Mmmmm! Maybe that could be a category in the next photo comp. Yoo Hoo Artona where "art " thou?


----------



## annetony (May 1, 2005)

aaawww made me remember my pony who came from off the Forest, turned out quite a bit bigger than that little chap, he was brilliant and I miss him,   must arrange a visit to see him soon  

Anne


----------



## Hampshireman (Apr 18, 2007)

I just hope you didn't feed them.


----------



## greenasthegrass (Oct 27, 2007)

aw I want one!


----------



## cabby (May 14, 2005)

Thought you might like another reminder.


----------



## Spacerunner (Mar 18, 2006)

We are in the 'Forest' at the moment, at Setthorns, been here a week.
We have a bird feeder out and, as always, amazed at the variety of species we are seeing. The nuthatches appear to be the most aggressive, even seeing off the robins. Jays go nuts on peanuts and pied woodpeckers love the fat balls.
We have noticed that some grey squirrels have one or even both ears missing or partly missing. Anyone got any idea why? 
The weather has gradually improved during the week, from wet and windy to chilly but bright. Its surprising just how quickly the ground dries out here, some of the paths are already turning dusty.
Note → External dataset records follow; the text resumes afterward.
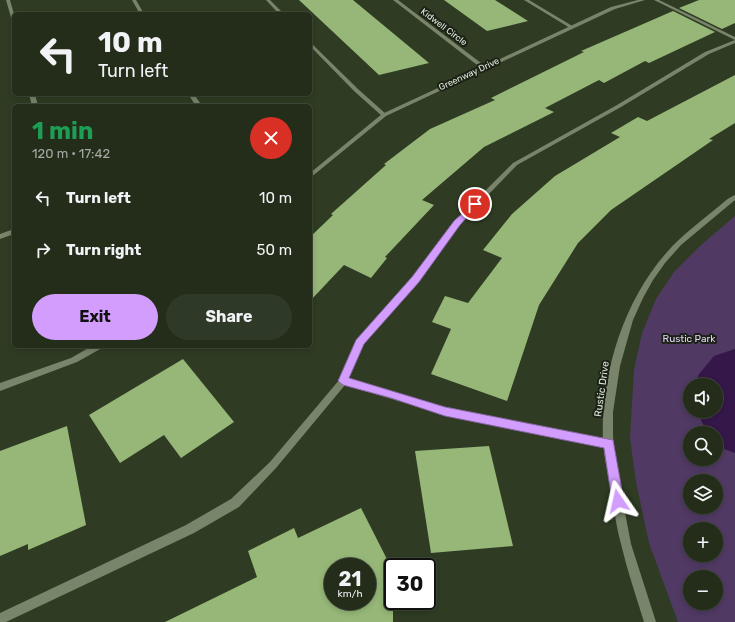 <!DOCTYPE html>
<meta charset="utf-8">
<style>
:root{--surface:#232d1a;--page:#2f3927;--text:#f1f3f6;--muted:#a3a8a2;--line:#404939;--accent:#d29dfd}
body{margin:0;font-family:Rubik,sans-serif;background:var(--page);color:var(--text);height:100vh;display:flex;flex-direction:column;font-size:15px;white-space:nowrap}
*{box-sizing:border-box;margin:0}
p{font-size:13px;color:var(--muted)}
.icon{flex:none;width:22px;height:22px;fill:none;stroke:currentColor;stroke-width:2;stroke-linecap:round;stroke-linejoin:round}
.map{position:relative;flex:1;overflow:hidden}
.details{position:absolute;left:12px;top:104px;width:300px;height:244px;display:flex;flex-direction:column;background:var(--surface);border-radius:6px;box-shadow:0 2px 6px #0003,0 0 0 1px var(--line)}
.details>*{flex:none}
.top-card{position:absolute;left:12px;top:12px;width:300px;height:84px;border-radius:6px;box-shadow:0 2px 6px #0003,0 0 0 1px var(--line);background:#232d1a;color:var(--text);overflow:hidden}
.tools{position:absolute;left:683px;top:378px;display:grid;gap:8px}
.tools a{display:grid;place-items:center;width:40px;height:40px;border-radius:50%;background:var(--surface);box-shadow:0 2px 6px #0003,0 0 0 1px var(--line);font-size:20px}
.speed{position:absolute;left:324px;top:558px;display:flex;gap:8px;font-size:20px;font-weight:700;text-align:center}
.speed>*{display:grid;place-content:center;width:52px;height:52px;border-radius:50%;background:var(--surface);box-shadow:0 2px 6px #0003,0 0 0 1px var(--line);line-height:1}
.speed small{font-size:10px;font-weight:400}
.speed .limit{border:2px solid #111;border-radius:6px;background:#fff;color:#111}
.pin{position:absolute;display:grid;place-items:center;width:34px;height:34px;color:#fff;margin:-17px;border:2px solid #fff;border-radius:50%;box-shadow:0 1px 4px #0007}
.me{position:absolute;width:44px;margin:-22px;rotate:349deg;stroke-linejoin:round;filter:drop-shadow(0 0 3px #0008)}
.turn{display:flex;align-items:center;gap:14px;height:84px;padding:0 20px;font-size:18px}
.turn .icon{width:52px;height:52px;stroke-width:2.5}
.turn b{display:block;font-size:28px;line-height:34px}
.round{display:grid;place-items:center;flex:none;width:42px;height:42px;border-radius:21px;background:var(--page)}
.head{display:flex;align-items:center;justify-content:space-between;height:68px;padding:0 20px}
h1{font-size:24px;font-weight:700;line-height:30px;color:#1e9e55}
.cta{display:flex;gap:8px;margin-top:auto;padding:8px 20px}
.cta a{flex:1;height:46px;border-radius:24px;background:var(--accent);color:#111;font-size:16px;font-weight:700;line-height:46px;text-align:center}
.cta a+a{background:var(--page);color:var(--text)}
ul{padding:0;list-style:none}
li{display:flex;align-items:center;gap:12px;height:52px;padding:0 20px}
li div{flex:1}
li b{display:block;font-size:15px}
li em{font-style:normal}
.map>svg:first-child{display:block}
.green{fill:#503963;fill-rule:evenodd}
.forest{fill:#785a92}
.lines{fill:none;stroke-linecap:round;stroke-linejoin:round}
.river{fill:#35174a;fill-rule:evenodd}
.building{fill:#96b778;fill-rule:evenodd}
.lane{fill:#78856b;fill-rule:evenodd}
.street{fill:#78856b;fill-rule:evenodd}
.route{fill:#d29dfd;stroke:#8866a4}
.labels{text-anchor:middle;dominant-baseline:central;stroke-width:4;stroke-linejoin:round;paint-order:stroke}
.far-street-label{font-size:9px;fill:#e2ebdb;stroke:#1b2116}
.park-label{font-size:10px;fill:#e4d3f4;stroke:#1b2116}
.street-label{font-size:10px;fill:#e2ebdb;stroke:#1b2116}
</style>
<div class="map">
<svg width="735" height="622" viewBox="0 0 735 622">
<rect width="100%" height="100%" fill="#2f3c23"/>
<path class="green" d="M735,216V368L718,391L735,431V622H678L649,543L636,482L630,438L634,370L642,333L656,299L674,272L700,246ZM690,385H716V411H690ZM690,433H716V459H690ZM690,481H716V507H690ZM690,529H716V555H690ZM690,577H716V603H690Z"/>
<path class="forest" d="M735,368V431L718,391Z"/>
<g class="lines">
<path class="river" d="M735,349V453L716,446V433H707L697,411H716V385H694L699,374L714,356Z"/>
</g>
<path class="building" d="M299,0H353L429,63L379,75Z
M444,0H495L528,21L487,31Z
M699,0H735V23L722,29L679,8Z
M673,11L715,32L649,63L645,61L604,83L599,80L545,108L554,112L484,147L422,200L434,205L385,257L387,258L371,278L344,265L310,301V237L333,215L331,214L386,165L384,164L430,129L495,100L491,98L584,52L581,51Z
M735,75V123L709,139L713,140L611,210L578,243L539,305L507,401L431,374L451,329L432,322L445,296L468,303L502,258L483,250L512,214L555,176L620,137L611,133L638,117L647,121Z
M183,359L234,422L181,458L164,435L120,463L89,415Z
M67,426L86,525L28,550V544L0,556V451Z
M489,446L513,546L431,553L415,451Z
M361,508L393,571V622H165L257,577L248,551L294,528L298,538ZM333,567H367V601H333Z"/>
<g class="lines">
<path class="lane" d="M6,0H10L14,14V22L12,21Z
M266,0H270L284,14H279Z
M524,0H529L574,27L570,28Z
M735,40V43L709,54L621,107L517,165L459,225L419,282L363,344L348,379L445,407L609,440L612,441L614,444L612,447L609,448L445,415L345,385L276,468L239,507L194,533L6,622H0V613L186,525L231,499L270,462L340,379L357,340L413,278L455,221L513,163L617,105L705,52Z
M310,42L358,89L386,114V116H382L354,91L310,46Z
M29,94H35L38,106H32Z
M14,229V234L0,239V234Z"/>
<path class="street" d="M132,0H136L144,14H140Z
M393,0H398L485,66L611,7L638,0H645L615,9L386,116L310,178V173L382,114L481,68Z
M654,0H659L735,37V40Z
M188,94H194L202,106H196Z
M735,195V200L681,245L665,263L653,280L643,298L633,320L620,366L613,412V434L614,455L631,544L656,622H644C636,596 627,570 621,544C616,526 614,508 611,490C608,474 604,458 603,442C600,369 628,285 683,236C694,226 706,217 718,207C723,203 729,197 735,195Z
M92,346H103L102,348L77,362L0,391V383L71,358Z"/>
</g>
<path class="route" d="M475,202L477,203V206L460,225L419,282L364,344L349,378L445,407L613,440L624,501L622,505L618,507L614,505L612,501L604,448L445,416L391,398L343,385L338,381L356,340L412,277L454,221Z"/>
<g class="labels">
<g class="far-street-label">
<text transform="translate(444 27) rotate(37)">Kidwell Circle</text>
<text transform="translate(469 74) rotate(-25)">Greenway Drive</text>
</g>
<g class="park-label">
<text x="689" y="339">Rustic Park</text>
</g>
<g class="street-label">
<text transform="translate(602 389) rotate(-82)">Rustic Drive</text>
</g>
</g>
</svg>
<div class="tools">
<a><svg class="icon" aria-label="sound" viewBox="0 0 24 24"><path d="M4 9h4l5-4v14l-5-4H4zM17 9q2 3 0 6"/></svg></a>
<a><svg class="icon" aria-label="search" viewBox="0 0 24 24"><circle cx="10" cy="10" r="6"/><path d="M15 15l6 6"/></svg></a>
<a><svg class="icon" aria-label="layers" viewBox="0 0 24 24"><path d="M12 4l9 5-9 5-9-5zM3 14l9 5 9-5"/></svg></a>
<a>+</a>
<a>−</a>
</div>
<div class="speed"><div>21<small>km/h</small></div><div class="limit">30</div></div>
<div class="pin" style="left:475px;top:204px;background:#d93025"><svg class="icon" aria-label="arrive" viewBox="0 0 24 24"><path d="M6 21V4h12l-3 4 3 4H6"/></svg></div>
<svg class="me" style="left:618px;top:501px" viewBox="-20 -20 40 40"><path d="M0-17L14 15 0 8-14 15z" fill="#d29dfd" stroke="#fff" stroke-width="4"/></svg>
<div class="top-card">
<div class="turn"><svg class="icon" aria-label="left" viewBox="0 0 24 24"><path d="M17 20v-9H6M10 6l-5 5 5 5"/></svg><div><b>10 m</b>Turn left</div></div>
</div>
<section class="details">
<div class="head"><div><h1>1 min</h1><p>120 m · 17:42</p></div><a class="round" style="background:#d93025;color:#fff"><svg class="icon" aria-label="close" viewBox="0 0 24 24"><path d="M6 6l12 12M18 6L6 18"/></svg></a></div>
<ul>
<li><svg class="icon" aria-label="left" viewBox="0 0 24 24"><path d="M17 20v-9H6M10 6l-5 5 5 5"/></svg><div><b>Turn left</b></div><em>10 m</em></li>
<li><svg class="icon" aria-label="right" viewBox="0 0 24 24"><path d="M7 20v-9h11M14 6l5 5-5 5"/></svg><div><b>Turn right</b></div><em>50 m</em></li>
</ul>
<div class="cta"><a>Exit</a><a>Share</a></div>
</section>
</div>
We will be leaving tomorrow to make way for the Easter weekenders, the wardens are forecasting a busy weekend.
Apologies for pic quality...through window on phone camera.


----------



## 104477 (May 13, 2007)

Hampshireman said:


> I just hope you didn't feed them.


Not a chance! Sue is an old hand with horses and the ones we saw were very content grazing where they were. The one pictured was about 30 feet away as we did not want to disturb him from his lunch.
There is a sign that reports that 8 animals have been killed this year by motorists, yet the speed limit is still 40 mph. I drove well below that and slowed further when we saw any horses or cattle, not entirely in order to get a better look at them!
Wish there were more places left like this.


----------